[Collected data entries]
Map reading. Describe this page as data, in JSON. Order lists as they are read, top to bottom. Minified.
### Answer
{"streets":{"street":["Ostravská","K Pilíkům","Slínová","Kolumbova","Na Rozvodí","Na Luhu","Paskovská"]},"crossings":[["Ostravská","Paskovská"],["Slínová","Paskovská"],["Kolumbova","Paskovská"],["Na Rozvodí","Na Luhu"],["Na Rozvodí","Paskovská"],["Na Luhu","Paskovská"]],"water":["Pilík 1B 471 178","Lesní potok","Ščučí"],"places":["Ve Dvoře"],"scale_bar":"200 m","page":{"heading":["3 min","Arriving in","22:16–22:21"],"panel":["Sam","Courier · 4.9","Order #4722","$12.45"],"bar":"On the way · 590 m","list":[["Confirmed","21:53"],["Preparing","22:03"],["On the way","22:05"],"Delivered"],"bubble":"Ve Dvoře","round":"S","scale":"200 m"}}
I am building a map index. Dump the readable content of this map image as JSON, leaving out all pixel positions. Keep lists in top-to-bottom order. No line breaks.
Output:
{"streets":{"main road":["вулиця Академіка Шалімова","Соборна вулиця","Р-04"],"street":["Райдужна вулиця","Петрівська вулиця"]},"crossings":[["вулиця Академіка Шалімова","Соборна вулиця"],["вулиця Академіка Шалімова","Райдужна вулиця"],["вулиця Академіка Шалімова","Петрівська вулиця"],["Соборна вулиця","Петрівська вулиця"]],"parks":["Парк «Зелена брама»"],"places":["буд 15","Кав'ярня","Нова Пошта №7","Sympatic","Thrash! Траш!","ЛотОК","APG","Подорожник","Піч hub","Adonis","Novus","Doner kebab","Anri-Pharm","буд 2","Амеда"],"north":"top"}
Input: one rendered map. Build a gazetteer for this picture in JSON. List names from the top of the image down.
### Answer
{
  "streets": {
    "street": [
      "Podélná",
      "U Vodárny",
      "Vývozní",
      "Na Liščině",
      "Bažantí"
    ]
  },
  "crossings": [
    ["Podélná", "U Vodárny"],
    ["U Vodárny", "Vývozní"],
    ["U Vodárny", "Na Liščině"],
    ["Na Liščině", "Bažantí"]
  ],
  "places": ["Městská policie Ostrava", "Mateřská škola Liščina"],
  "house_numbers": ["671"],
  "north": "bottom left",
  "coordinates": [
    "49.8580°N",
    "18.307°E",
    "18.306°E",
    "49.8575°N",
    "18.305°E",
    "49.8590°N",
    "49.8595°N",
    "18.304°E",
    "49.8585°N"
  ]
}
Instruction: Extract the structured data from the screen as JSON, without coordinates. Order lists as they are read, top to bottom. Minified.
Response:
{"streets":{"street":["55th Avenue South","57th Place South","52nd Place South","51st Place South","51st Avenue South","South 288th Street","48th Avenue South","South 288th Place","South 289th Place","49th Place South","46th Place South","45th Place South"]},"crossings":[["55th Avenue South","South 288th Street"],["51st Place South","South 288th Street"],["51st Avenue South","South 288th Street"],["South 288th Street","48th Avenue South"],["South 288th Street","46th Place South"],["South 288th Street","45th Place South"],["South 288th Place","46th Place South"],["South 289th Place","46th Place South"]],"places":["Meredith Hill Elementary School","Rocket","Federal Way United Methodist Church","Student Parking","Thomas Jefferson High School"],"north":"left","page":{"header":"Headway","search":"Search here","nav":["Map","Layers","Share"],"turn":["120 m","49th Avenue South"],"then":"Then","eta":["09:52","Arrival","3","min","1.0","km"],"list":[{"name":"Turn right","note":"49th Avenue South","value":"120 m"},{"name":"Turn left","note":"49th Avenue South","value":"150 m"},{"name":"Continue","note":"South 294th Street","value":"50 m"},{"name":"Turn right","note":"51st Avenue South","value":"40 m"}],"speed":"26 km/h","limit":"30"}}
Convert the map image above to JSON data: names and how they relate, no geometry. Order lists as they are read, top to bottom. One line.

_DIRECTIONS FOR THIS TASK_
Each line of the data that includes "JSON" should be copied.

_WRITTEN RESPONSE_
Map reading. Describe this page as data, in JSON. Order lists as they are read, top to bottom. Minified.
I am building a map index. Dump the readable content of this map image as JSON, leaving out all pixel positions. Keep lists in top-to-bottom order. No line breaks.
Input: one rendered map. Build a gazetteer for this picture in JSON. List names from the top of the image down.
Instruction: Extract the structured data from the screen as JSON, without coordinates. Order lists as they are read, top to bottom. Minified.
Convert the map image above to JSON data: names and how they relate, no geometry. Order lists as they are read, top to bottom. One line.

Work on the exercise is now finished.